Rarely do 800-page books crammed with graphs reach best-seller lists. "The Bell Curve," an inflammatory treatise about class, intelligence and race by the late Richard J. Herrnstein, a psychology professor at Harvard University who died last September, and political scientist Charles Murray of the American Enterprise Institute, is an exception. The book's deeply pessimistic analysis of U.S. social woes, together with its conservative policy prescriptions, has hit a nerve.

Publishing "The Bell Curve" may have been a calculated political move on the part of its authors. As the country lurches to the right, many people will be seduced by the text's academic trappings and scientific tone into believing its arguments and political inferences well supported. Those readers should think again.

"The Bell Curve" depicts a frightening future in which, absent strong corrective measures, a "cognitive elite" will live in guarded enclaves distant from the dull masses.

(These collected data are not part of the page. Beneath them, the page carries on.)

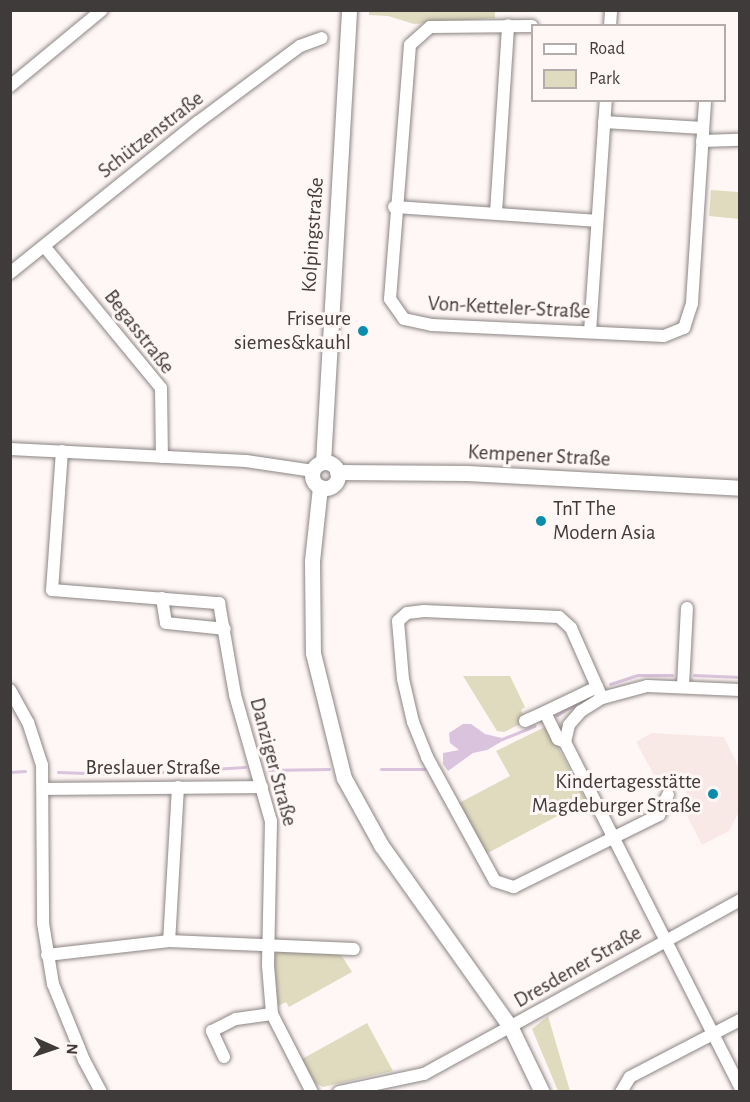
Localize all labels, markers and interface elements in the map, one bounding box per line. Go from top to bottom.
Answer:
legend [531,24,726,102]
text: Road [589,40,625,58]
text: Park [589,70,620,88]
street label: Schützenstraße [93,86,209,184]
street label: Kolpingstraße [296,177,330,293]
street label: Begasstraße [98,285,180,379]
street label: Von-Ketteler-Straße [427,291,591,325]
place label: Friseure siemes&kauhl [234,306,351,356]
marker: Friseure siemes&kauhl [356,324,370,338]
street label: Kempener Straße [467,440,611,472]
place label: TnT The Modern Asia [553,496,656,546]
marker: TnT The Modern Asia [534,514,548,528]
street label: Danziger Straße [244,695,302,829]
street label: Breslauer Straße [86,755,220,781]
place label: Kindertagesstätte Magdeburger Straße [532,769,701,819]
marker: Kindertagesstätte Magdeburger Straße [706,787,720,801]
street label: Dresdener Straße [510,920,646,1014]
north arrow [24,1018,84,1078]
text: N [64,1043,80,1055]

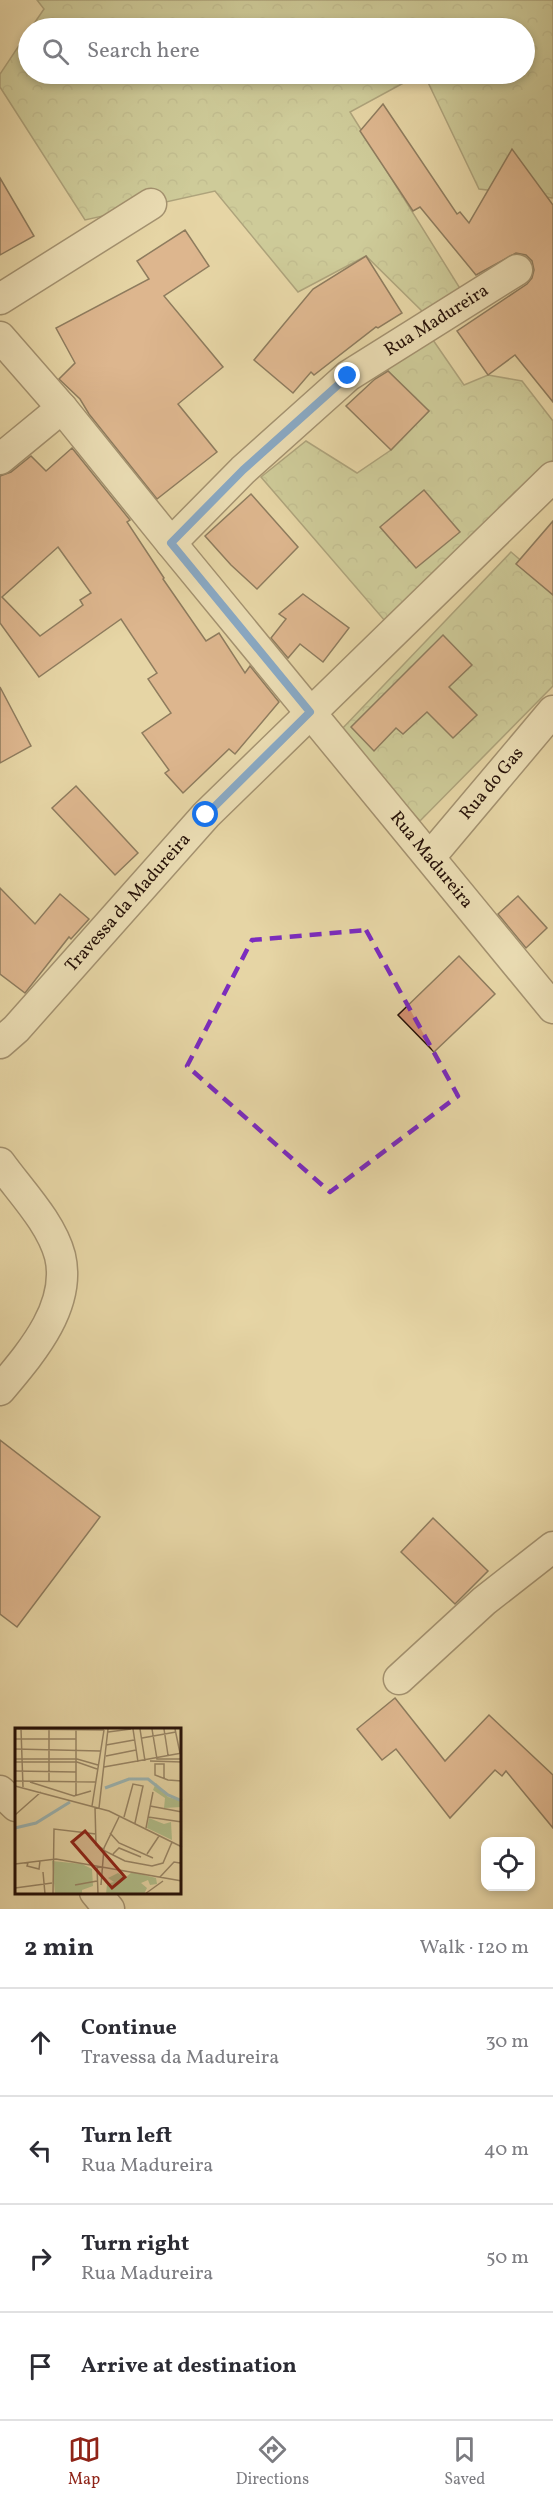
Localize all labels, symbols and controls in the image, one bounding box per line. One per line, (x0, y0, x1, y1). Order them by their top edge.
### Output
search box (18, 18, 535, 84)
icon: search (39, 35, 72, 68)
text: Search here (87, 36, 200, 67)
street label: Rua Madureira (379, 278, 494, 363)
route end (334, 362, 360, 388)
street label: Rua do Gas (454, 742, 530, 825)
route start (192, 801, 218, 827)
street label: Rua Madureira (384, 806, 479, 914)
street label: Travessa da Madureira (59, 828, 197, 978)
inset map (15, 1728, 182, 1894)
map controls (481, 1837, 535, 1891)
button: locate (481, 1837, 535, 1891)
text: 2 min (24, 1930, 94, 1966)
text: Walk · 120 m (420, 1934, 529, 1962)
text: Continue (81, 2013, 177, 2044)
icon: ahead (24, 2026, 57, 2059)
text: 30 m (485, 2028, 529, 2056)
text: Travessa da Madureira (81, 2044, 279, 2072)
text: Turn left (81, 2121, 172, 2152)
icon: left (24, 2134, 57, 2167)
text: 40 m (484, 2136, 529, 2164)
text: Rua Madureira (81, 2152, 213, 2180)
text: Turn right (81, 2229, 189, 2260)
icon: right (24, 2242, 57, 2275)
text: 50 m (486, 2244, 529, 2272)
text: Rua Madureira (81, 2260, 213, 2288)
icon: arrive (24, 2350, 57, 2383)
text: Arrive at destination (81, 2351, 297, 2382)
tab: Map (68, 2433, 101, 2491)
tab: Directions (236, 2433, 309, 2491)
tab: Saved (444, 2433, 485, 2491)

Opportunities for the underclass will become limited as tolerance evaporates. Strict policing will be widely accepted, and racial hostility will likely spread. The least intelligent denizens of this dystopia will be consigned to a "high-tech and more lavish version of the Indian reservation."

This apocalyptic vision is presented as the consequence of unpalatable, undeniable "facts" about inheritance and intelligence. But the thesis rests on curiously twisted logic. Its authors have been highly selective in the evidence they present and in their interpretation of ambiguous statistics. The work is "a string of half-truths," states Christopher Jencks, a sociologist at Northwestern University.

The arguments stem from the same tradition of biological determinism that led, not so long ago, to compulsory sterilizations in the U.S. and genocide elsewhere. The notion is that individuals' characteristics are both essentially fixed by inheritance and immune to alteration by the environment. Efforts to help those who are unfortunate by reason of their genes are unlikely to be rewarded. Solutions, therefore, should include those Murray has long advocated: abolish welfare, reduce affirmative action and simplify criminal law.

Herrnstein and Murray produce data suggesting that intelligence--as assessed by a high IQ score--is increasingly important to economic success. They also argue that people who have low scores--including disproportionate numbers of blacks--are more likely than others are to fall prey to social ills. The two accept evidence from studies of twins reared apart that there is a large heritable component to IQ scores: they estimate it to be 60 percent. The writers declare themselves agnostic on the question of whether racial differences in IQ scores are genetic, although they are clearly inclined to favor that possibility.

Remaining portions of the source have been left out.